-- RECORD EXTRACTS follows --

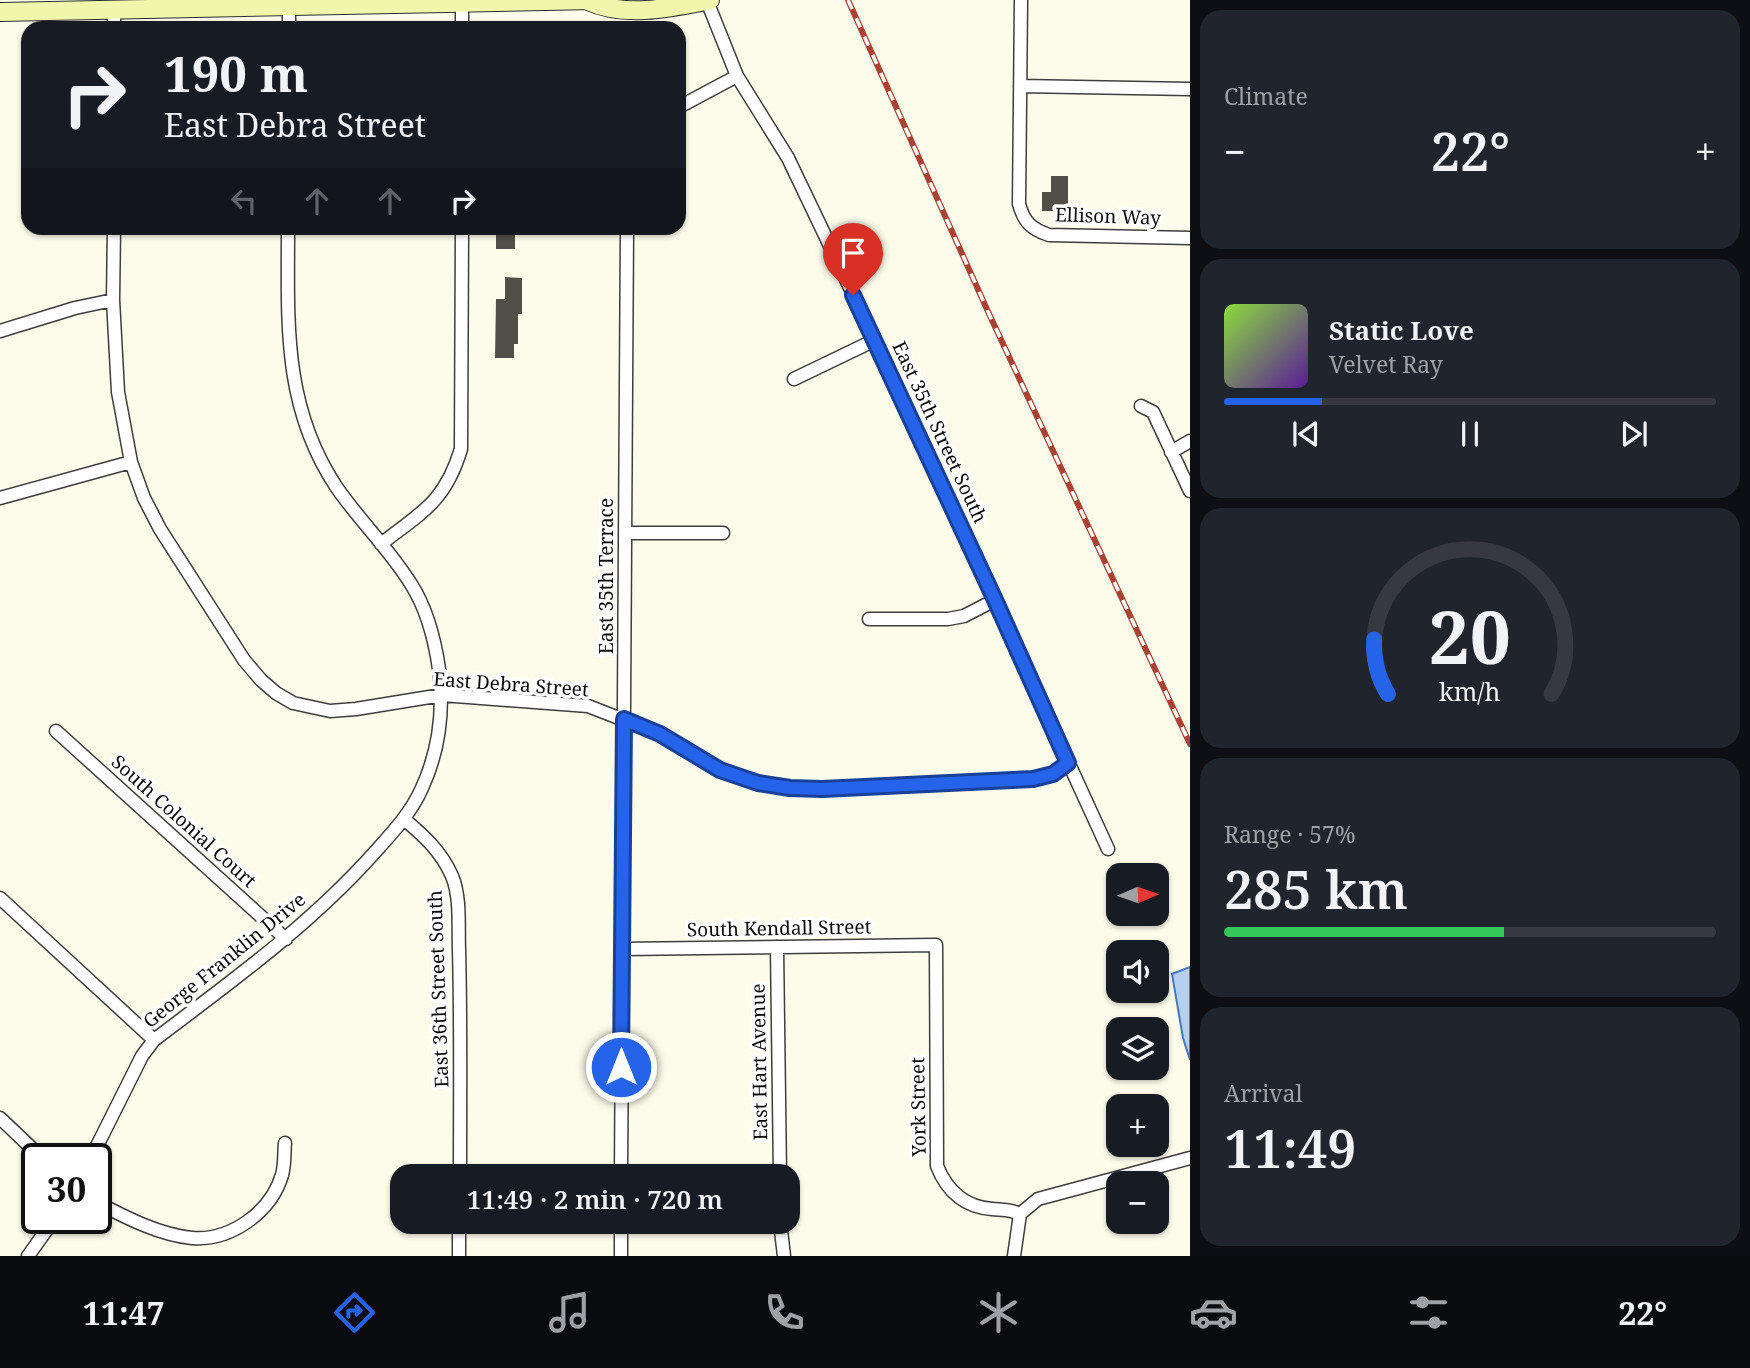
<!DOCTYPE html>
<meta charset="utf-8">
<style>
body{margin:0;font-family:"Noto Serif",serif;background:#20242c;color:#f1f3f6;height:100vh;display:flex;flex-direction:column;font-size:26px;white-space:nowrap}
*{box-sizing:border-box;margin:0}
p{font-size:23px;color:#9ea1a6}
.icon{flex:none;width:38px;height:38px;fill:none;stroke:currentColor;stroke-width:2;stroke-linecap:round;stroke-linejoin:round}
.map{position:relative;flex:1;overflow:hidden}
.details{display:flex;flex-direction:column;gap:10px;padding:10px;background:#0d0f14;width:560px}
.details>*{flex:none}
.guide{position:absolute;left:21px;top:21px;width:665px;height:214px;border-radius:21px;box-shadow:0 2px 5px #0004;background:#171b24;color:#f1f3f6;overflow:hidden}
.needle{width:46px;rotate:88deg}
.buttons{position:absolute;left:1106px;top:863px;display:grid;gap:14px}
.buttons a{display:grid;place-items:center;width:63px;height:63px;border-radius:14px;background:#171b24;box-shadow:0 2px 5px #0004;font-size:35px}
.speed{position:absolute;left:21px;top:1143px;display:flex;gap:14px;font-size:35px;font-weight:700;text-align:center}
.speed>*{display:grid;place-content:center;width:91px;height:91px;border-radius:50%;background:#171b24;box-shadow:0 2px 5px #0004;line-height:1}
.speed .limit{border:4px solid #111;border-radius:10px;background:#fff;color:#111}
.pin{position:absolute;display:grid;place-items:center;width:60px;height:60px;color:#fff;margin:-72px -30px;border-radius:50% 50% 50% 0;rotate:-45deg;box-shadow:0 0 7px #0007}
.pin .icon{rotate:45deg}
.me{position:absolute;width:77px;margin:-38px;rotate:0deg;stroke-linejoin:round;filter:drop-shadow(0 0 5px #0008)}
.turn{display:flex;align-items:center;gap:24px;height:147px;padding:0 28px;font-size:32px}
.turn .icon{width:91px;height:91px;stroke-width:2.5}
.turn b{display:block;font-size:49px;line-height:60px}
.lanes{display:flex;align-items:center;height:66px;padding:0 28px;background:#0003;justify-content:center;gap:35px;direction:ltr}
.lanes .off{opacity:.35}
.big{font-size:52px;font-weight:600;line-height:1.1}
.details .widget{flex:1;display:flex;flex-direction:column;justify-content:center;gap:10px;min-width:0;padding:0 24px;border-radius:21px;background:#20242c}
.details .dial{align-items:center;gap:0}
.dial svg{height:182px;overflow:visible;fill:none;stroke:#363941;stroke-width:7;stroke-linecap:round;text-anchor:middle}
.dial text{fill:#f1f3f6;stroke:none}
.song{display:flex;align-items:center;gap:21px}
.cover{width:84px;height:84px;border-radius:10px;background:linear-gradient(135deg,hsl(90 70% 55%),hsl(270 70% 35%))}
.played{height:7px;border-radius:4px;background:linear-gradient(90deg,#2563eb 20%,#363941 20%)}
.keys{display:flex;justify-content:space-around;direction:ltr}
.heat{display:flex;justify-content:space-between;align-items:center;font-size:38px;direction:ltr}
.charge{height:10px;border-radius:5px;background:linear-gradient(90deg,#34c759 57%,#363941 0)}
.trip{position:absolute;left:390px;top:1164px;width:410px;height:70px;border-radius:21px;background:#171b24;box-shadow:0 2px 5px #0004;font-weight:600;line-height:70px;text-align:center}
.menu{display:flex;height:112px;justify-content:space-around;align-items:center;background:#090b0e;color:#9ea1a6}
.menu .icon{width:49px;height:49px}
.menu .selected{color:#2563eb}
.menu b{font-size:32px;color:#f1f3f6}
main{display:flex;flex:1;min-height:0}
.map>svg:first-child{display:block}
</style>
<main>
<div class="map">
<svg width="1190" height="1256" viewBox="0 0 1190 1256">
<rect width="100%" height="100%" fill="#fdfceb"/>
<path fill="#b5cfee" stroke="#4578bd" stroke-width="2" d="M 1190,967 L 1190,1060 L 1183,1038 L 1172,974 Z"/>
<path fill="#524e48" d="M 1051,176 L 1068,176 L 1068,211 L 1042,211 L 1042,192 L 1051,192 Z
M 498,228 L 515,228 L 515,249 L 496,249 L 496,229 Z
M 505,277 L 522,278 L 522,314 L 518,314 L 518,344 L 514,344 L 514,358 L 495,358 L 496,299 L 505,299 Z"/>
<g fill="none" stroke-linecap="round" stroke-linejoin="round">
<defs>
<path id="minor" d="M 1021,0 L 1019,204 C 1024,222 1031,229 1049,235 L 1190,238
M 707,1 L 737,76 L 788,158 L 875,340 L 1108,849
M 289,7 L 289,28
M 114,28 L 114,10
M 462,28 L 462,3
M 1020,86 L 1190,89
M 679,107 L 737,76
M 114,228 L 113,300 L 118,392 L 131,462 L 144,498 L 160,529 L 244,660 L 261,680 L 276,693 L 293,703 L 330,711 L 356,709 L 442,695 L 588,706 L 660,734 L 720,770 L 758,783 L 790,788 L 822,789 L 1033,779 L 1053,774 L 1068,763
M 0,331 L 75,308 L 113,300
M 794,379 L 875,340
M 1141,406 L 1153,412 L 1190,491
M 1171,452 L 1190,441
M 0,498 L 131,462
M 626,533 L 723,533
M 381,544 C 422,512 445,502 461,449 L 462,228
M 869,619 L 948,619 L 964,616 L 995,600
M 56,731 L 286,939
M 404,819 C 424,836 441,851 452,876 C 461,898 458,926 459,950 C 461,1025 460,1101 460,1176
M 0,898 L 154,1040
M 777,947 L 780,1176
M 622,949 L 936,945 L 937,1166 C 947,1191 964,1207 992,1209 C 1002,1210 1010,1209 1020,1214
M 0,1118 L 42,1158
M 91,1158 L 142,1056 L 154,1040 C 232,981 310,925 375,852 C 393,832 411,813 422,788 C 439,751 444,710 439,669 C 435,641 427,609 411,584 C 390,550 360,521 337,488 C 282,406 288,321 288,228
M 621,1176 L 627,228
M 96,1202 C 125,1217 159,1235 192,1238 C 231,1241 271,1212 282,1175 C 285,1165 284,1153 285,1143
M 1020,1214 L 1038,1199 L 1190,1158
M 780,1222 L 784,1256
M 28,1256 L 55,1218
M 459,1256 L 459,1222
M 621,1256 L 621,1222
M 1014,1256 L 1020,1214"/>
<path id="secondary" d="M 588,1 C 625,18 670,8 710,0
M 0,12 L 593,0"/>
</defs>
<use href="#minor" stroke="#3e3e3e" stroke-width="15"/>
<use href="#secondary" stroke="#2d2d2d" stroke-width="20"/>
<use href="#minor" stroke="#fff" stroke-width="12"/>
<use href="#secondary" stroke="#f1f6ad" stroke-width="18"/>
<defs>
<path id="rail" d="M 848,0 L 990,316 L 1190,744"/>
</defs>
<use href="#rail" stroke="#aa4233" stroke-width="6"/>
<use href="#rail" stroke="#fff" stroke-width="3.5" stroke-dasharray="10" stroke-linecap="butt"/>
</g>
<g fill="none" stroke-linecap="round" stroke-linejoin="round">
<defs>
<path id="route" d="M 621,1067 L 624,719 L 660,734 L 720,770 L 758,783 L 790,788 L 822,789 L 1033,779 L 1053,774 L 1068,763 L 995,600 L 853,295"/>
</defs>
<use href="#route" stroke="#184099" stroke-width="18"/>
<use href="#route" stroke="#2563eb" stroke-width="12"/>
</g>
<g text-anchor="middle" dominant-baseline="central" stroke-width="7" stroke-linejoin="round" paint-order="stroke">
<g font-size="19" fill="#0b0b0b" stroke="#fff">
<text transform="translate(1108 216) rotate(2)">Ellison Way</text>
<text transform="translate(940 432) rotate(65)">East 35th Street South</text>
<text transform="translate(606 576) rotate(-90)">East 35th Terrace</text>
<text transform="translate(511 684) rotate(4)">East Debra Street</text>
<text transform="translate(184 821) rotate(42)">South Colonial Court</text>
<text transform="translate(779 928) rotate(-1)">South Kendall Street</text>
<text transform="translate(224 960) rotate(-39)">George Franklin Drive</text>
<text transform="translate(438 989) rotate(-92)">East 36th Street South</text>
<text transform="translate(759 1062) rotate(-91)">East Hart Avenue</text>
<text transform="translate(918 1107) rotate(-91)">York Street</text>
</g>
</g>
</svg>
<div class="buttons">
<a><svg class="needle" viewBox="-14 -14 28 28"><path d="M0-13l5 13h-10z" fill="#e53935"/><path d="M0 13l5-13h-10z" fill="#9ea1a6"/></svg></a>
<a><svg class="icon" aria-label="sound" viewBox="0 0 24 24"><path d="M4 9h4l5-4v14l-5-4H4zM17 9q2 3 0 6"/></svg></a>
<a><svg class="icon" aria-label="layers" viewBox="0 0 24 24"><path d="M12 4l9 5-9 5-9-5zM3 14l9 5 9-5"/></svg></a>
<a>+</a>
<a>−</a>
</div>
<div class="speed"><div class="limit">30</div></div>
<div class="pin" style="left:853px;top:295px;background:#d93025"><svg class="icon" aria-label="arrive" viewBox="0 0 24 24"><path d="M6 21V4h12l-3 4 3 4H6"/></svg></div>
<svg class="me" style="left:621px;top:1067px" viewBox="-20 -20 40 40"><circle r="17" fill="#2563eb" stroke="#fff" stroke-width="3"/><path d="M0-11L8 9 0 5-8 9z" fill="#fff"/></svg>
<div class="trip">11:49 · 2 min · 720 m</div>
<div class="guide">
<div class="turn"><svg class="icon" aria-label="right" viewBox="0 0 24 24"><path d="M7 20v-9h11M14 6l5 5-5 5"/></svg><div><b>190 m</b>East Debra Street</div></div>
<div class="lanes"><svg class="icon off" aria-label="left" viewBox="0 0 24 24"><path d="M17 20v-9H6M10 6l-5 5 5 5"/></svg><svg class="icon off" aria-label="ahead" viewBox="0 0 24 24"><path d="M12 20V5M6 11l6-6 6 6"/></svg><svg class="icon off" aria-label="ahead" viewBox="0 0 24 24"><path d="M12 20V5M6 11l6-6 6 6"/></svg><svg class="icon" aria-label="right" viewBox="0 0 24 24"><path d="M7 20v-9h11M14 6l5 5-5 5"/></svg></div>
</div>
</div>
<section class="details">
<div class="widget"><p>Climate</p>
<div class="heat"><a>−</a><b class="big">22°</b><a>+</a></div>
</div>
<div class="widget">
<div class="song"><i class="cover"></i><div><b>Static Love</b><p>Velvet Ray</p></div></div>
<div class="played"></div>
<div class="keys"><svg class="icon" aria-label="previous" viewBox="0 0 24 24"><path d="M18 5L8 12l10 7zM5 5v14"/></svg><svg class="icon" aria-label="pause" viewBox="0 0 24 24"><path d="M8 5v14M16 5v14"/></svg><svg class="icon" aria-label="next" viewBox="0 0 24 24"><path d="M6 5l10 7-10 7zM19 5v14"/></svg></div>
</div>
<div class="widget dial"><svg viewBox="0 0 100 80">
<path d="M14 69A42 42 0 1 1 86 69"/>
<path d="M14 69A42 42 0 0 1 8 45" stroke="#2563eb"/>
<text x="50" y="56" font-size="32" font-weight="700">20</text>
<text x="50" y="72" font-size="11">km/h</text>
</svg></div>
<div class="widget"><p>Range · 57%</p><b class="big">285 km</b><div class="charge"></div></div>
<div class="widget"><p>Arrival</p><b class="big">11:49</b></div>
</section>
</main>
<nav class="menu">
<b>11:47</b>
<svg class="icon selected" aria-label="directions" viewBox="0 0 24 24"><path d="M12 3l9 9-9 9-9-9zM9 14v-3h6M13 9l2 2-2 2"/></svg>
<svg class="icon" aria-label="music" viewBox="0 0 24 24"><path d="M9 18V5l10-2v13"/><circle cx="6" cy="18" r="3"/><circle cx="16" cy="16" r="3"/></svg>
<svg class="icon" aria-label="phone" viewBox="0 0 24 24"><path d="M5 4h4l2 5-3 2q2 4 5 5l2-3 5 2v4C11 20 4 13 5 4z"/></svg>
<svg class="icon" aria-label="climate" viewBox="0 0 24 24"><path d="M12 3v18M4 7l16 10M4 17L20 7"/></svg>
<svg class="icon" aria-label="car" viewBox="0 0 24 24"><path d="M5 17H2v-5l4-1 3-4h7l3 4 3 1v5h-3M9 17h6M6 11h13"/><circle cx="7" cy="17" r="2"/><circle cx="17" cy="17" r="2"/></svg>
<svg class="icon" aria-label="filters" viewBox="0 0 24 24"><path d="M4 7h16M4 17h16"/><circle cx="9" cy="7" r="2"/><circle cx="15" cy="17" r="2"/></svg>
<b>22°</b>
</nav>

-- RECORD EXTRACTS concluded --

__WORK ITEM__.
Each line of the data in which the string "place" appears needs to be copied.

__TASK SOLUTION__.
.buttons a{display:grid;place-items:center;width:63px;height:63px;border-radius:14px;background:#171b24;box-shadow:0 2px 5px #0004;font-size:35px}
.speed>*{display:grid;place-content:center;width:91px;height:91px;border-radius:50%;background:#171b24;box-shadow:0 2px 5px #0004;line-height:1}
.pin{position:absolute;display:grid;place-items:center;width:60px;height:60px;color:#fff;margin:-72px -30px;border-radius:50% 50% 50% 0;rotate:-45deg;box-shadow:0 0 7px #0007}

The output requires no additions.